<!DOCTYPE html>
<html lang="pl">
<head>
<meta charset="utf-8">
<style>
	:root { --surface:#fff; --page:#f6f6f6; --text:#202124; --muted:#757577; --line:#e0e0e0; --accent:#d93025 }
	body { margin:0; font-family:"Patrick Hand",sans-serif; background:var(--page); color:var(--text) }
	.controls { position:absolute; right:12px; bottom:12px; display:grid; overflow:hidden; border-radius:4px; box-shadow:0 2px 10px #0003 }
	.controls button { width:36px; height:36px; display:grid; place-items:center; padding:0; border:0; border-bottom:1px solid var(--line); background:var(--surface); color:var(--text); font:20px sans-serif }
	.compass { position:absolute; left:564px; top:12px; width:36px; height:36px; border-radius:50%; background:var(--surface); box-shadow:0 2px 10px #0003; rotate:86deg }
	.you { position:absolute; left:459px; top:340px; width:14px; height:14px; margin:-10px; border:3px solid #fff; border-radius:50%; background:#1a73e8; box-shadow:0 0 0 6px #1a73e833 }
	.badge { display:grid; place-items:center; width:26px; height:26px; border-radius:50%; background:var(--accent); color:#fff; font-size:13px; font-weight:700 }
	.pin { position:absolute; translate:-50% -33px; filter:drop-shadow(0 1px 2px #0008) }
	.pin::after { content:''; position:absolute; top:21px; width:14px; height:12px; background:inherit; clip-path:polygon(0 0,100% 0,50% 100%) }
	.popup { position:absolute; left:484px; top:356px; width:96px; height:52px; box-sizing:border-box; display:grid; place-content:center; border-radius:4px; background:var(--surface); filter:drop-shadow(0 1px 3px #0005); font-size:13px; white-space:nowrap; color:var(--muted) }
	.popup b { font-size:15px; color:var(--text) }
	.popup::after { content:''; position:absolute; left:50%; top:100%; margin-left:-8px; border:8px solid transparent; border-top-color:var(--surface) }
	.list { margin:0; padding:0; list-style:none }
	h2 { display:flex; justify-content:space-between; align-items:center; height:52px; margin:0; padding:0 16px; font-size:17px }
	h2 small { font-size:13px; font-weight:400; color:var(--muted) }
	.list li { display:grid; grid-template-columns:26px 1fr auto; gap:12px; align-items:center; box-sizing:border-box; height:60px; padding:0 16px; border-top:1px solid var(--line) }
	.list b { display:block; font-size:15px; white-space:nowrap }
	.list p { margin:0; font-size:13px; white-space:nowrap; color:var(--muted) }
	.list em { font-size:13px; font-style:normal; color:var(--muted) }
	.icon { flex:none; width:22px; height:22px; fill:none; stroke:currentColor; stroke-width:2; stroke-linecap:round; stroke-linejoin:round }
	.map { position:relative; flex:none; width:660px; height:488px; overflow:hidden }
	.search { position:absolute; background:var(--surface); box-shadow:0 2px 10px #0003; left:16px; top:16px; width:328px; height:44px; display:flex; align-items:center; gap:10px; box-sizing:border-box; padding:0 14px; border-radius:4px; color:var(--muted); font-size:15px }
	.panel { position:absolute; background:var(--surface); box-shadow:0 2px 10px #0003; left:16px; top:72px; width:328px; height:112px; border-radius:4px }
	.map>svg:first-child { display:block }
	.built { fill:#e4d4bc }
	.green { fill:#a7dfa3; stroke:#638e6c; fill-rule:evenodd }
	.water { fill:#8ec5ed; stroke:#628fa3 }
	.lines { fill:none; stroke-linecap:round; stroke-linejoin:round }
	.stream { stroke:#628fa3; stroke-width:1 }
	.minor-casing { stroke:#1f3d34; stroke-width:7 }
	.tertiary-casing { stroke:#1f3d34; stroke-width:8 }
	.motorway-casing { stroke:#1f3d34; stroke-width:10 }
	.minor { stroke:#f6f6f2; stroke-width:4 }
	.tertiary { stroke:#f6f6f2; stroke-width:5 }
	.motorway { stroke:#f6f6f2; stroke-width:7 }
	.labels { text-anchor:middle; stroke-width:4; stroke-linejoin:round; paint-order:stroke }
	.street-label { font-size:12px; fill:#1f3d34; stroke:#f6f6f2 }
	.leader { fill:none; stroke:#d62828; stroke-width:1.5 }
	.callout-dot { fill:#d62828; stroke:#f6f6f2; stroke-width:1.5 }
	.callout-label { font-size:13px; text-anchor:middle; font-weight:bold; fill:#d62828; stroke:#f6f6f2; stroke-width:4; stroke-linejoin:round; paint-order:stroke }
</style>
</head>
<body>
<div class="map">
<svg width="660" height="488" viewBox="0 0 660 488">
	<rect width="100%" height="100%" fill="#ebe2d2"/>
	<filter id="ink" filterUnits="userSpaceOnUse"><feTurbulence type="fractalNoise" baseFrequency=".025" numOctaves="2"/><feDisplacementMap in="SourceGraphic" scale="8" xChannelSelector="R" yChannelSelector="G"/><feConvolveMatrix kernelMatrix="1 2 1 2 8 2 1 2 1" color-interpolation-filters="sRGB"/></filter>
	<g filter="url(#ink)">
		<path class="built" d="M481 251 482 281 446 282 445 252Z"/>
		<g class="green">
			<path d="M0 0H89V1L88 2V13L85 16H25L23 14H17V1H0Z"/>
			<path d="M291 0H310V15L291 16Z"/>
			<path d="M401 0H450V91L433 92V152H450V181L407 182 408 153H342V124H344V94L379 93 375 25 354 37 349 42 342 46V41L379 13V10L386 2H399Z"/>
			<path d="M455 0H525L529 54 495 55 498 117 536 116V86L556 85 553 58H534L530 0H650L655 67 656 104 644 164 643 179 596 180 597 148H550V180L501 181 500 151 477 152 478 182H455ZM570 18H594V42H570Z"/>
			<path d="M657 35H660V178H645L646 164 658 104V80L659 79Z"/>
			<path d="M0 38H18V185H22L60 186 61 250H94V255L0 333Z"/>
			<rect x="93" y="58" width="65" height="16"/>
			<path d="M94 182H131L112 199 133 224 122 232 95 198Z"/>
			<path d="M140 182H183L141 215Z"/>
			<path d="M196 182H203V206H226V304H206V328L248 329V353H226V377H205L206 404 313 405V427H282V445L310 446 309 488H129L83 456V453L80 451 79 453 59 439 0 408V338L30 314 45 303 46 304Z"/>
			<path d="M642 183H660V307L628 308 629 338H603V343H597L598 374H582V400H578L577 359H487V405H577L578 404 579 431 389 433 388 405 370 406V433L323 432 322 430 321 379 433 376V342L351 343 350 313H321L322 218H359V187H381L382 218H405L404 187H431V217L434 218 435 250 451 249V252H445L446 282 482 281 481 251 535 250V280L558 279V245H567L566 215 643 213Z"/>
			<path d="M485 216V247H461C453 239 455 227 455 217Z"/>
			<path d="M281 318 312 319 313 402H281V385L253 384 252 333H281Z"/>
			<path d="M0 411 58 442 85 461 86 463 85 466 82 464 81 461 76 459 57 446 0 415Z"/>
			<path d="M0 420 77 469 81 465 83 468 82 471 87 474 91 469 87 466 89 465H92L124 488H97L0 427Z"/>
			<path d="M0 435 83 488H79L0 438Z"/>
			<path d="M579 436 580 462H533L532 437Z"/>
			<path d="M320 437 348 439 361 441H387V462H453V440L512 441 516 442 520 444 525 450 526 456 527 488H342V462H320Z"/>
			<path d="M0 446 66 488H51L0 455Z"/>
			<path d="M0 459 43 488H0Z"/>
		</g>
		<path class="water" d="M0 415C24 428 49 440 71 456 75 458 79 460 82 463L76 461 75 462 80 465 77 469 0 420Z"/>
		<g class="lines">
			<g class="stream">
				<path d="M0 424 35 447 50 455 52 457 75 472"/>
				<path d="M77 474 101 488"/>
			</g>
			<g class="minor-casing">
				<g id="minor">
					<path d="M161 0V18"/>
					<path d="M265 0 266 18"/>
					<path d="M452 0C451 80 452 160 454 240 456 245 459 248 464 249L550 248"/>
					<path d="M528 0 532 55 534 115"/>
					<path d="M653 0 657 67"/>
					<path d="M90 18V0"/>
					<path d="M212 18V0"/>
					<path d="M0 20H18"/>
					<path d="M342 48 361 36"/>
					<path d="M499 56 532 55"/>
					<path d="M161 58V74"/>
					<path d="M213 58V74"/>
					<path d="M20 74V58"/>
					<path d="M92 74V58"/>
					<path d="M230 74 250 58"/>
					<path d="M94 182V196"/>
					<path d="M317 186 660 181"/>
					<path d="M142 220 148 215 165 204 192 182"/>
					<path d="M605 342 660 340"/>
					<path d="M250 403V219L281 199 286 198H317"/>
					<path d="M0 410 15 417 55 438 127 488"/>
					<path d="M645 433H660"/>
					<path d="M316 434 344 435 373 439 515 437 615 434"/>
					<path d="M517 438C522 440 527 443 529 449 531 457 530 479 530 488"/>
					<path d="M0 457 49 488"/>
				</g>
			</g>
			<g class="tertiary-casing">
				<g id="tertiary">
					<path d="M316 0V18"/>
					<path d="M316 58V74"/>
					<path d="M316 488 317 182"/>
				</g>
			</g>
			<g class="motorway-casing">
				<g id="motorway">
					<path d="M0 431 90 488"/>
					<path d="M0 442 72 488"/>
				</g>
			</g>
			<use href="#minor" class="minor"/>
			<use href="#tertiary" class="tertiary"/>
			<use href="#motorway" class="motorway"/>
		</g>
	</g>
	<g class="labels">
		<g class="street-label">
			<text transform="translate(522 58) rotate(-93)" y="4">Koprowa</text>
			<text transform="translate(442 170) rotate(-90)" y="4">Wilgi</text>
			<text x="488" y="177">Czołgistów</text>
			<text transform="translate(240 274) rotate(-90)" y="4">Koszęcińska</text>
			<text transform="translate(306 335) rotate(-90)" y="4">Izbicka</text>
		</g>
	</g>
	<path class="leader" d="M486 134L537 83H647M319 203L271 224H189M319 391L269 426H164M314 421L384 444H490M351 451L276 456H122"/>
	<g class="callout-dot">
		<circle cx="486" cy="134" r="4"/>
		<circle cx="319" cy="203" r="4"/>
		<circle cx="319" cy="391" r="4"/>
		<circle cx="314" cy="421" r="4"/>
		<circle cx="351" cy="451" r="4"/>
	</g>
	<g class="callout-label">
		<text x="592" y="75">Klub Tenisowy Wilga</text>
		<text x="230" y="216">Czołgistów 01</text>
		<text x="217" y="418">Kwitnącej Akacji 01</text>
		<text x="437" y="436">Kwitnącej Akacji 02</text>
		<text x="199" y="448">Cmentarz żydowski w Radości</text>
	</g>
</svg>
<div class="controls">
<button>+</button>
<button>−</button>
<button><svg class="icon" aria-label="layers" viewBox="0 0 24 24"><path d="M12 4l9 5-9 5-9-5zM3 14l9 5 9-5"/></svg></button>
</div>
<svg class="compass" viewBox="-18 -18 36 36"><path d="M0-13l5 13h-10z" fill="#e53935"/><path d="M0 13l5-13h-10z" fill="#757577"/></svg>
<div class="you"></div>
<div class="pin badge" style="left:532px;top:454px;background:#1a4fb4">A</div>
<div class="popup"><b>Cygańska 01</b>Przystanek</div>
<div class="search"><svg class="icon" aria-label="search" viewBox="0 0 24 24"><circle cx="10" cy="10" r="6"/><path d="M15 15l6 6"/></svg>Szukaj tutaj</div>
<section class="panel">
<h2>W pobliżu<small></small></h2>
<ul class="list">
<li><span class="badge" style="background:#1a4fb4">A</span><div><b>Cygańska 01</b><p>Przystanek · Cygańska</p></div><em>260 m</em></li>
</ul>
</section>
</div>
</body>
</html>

+===+

* [What you are asked to do] Which lines of the entries above contain the word "popup"? Copy each of them.

* [Reply to the exercise]
	.popup { position:absolute; left:484px; top:356px; width:96px; height:52px; box-sizing:border-box; display:grid; place-content:center; border-radius:4px; background:var(--surface); filter:drop-shadow(0 1px 3px #0005); font-size:13px; white-space:nowrap; color:var(--muted) }
	.popup b { font-size:15px; color:var(--text) }
	.popup::after { content:''; position:absolute; left:50%; top:100%; margin-left:-8px; border:8px solid transparent; border-top-color:var(--surface) }
<div class="popup"><b>Cygańska 01</b>Przystanek</div>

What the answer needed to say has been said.